We have a brief film of Snoozer playing solo in 1932, his hands graceful and fluid, but it is silent (as a footnote, the film was made by photographer-guitarist Charles Peterson, who gave us so much of the jazz world in still photographs):
Snoozer Quinn might have remained one of the most shadowy figures in jazz, an art form that has its share. And until recently, although the dozen recordings he made in 1948 were available on lp and CD, knowledge of him was scant.
Both he and his music deserved careful, deep, serious documentation. They have it now, splendidly, in this large-format book, 104 pages without filler or bloat:
Here is a comprehensive overview of this book. And, if you’re like me, whose immediate instinct was “How can I buy a copy?” visit here: you can purchase a paperback ($22.00) or an e-book ($14.99).

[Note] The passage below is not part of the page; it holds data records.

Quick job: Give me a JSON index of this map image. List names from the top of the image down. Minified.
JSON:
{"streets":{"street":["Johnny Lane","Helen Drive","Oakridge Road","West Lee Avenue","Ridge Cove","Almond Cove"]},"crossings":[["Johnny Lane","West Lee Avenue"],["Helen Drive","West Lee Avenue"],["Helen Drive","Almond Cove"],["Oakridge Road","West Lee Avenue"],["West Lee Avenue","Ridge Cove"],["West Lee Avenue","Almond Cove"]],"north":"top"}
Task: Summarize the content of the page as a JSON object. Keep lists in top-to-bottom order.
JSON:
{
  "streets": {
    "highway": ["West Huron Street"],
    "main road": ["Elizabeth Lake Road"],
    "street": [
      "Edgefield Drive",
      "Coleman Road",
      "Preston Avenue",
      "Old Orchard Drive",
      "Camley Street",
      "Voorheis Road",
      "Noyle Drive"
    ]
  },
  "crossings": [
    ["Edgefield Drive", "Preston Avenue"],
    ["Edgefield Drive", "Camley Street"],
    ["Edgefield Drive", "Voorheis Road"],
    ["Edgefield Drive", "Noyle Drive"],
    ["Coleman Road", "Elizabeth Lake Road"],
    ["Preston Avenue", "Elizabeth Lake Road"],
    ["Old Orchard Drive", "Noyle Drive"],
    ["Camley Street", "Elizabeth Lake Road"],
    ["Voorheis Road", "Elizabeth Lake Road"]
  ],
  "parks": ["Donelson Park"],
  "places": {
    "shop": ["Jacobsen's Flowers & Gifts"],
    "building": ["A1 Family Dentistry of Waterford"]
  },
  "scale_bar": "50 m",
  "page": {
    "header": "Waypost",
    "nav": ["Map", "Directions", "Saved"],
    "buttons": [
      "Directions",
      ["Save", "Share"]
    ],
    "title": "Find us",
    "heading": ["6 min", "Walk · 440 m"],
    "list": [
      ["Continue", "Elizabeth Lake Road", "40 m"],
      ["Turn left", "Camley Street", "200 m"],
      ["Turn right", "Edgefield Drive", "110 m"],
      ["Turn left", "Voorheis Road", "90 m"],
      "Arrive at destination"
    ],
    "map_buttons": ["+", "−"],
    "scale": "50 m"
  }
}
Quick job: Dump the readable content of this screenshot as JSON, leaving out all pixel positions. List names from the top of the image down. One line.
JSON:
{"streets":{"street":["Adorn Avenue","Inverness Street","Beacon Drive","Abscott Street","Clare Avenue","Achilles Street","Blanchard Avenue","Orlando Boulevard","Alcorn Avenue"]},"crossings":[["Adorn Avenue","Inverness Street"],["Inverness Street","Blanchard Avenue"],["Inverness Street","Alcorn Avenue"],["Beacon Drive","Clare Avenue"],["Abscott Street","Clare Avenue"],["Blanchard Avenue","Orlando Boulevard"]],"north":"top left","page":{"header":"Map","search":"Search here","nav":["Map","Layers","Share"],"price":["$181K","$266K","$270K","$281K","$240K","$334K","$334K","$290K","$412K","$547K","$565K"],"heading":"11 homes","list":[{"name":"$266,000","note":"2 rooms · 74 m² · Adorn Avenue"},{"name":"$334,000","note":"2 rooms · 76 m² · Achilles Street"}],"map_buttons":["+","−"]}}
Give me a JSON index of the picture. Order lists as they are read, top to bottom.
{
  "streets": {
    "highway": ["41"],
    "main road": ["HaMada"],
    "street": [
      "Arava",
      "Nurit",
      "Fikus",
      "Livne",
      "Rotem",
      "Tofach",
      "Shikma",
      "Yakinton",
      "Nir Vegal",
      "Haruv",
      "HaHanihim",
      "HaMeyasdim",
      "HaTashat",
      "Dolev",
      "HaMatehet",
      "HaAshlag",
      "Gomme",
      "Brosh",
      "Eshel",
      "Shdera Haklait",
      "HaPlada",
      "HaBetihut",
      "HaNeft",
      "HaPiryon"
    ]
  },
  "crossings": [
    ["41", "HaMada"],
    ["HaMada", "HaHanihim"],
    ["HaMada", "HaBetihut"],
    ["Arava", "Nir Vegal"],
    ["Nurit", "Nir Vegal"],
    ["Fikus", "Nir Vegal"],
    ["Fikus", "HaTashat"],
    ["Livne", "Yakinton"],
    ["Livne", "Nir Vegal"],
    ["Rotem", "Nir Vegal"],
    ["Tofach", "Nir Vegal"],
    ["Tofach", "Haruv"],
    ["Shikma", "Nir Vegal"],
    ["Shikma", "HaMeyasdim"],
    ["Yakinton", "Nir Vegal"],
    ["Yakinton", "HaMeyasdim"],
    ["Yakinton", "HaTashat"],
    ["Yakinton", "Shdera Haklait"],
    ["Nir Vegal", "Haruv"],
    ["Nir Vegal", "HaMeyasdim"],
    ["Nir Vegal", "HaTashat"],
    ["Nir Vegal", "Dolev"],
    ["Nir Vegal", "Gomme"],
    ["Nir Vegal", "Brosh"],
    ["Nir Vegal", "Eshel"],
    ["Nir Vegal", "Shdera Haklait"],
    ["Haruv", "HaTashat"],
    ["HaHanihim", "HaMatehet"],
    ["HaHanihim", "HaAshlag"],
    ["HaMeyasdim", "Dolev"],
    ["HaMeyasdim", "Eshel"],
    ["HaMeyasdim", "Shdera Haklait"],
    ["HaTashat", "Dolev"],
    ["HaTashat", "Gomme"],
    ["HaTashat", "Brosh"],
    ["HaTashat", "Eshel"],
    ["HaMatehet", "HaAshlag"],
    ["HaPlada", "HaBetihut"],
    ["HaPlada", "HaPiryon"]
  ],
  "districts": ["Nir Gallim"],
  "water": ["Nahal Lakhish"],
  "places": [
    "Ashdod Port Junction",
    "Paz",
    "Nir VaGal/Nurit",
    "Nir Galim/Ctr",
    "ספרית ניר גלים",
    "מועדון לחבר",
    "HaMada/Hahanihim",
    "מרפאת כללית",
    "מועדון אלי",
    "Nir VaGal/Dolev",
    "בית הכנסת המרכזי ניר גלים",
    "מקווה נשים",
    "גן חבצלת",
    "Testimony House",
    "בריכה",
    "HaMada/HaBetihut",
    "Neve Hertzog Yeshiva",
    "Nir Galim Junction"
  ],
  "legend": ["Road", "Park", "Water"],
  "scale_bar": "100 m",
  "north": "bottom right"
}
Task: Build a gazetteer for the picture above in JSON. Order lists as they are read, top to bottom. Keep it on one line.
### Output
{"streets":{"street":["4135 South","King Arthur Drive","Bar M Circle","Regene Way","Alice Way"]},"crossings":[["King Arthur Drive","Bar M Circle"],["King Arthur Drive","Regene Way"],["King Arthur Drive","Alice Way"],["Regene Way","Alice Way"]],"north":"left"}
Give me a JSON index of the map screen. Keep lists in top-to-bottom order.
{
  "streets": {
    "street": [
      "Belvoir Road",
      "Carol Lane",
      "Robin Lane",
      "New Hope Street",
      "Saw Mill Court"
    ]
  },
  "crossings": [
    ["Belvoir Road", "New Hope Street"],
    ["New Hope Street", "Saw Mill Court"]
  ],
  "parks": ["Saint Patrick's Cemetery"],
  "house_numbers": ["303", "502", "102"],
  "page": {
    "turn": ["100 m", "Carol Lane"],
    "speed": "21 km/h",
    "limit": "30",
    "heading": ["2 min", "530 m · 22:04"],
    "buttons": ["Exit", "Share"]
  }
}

This book is extraordinarily satisfying: I am a severe reader and I stumbled over no flaws. Many jazz books of late are dense with theory and theorizing (we watch the author’s speculations about matters only tangentially related to music or biography overwhelm the presumed subject). Many are recyclings of others’ speculations or reminiscences. Ground well-and-thoroughly covered, leftovers presented as dinner, pick your metaphor. Given that, first-hand narrative about a figure who has been mysterious is precious, as is new information.
Perhaps you never thought your bookshelf needed a book all about Snoozer Quinn, but this one is entrancing, not only as his detailed portrait, but as a model of humane scholarship. It is candid and plain-spoken, full of surprises and anecdotes, stories from people who were there.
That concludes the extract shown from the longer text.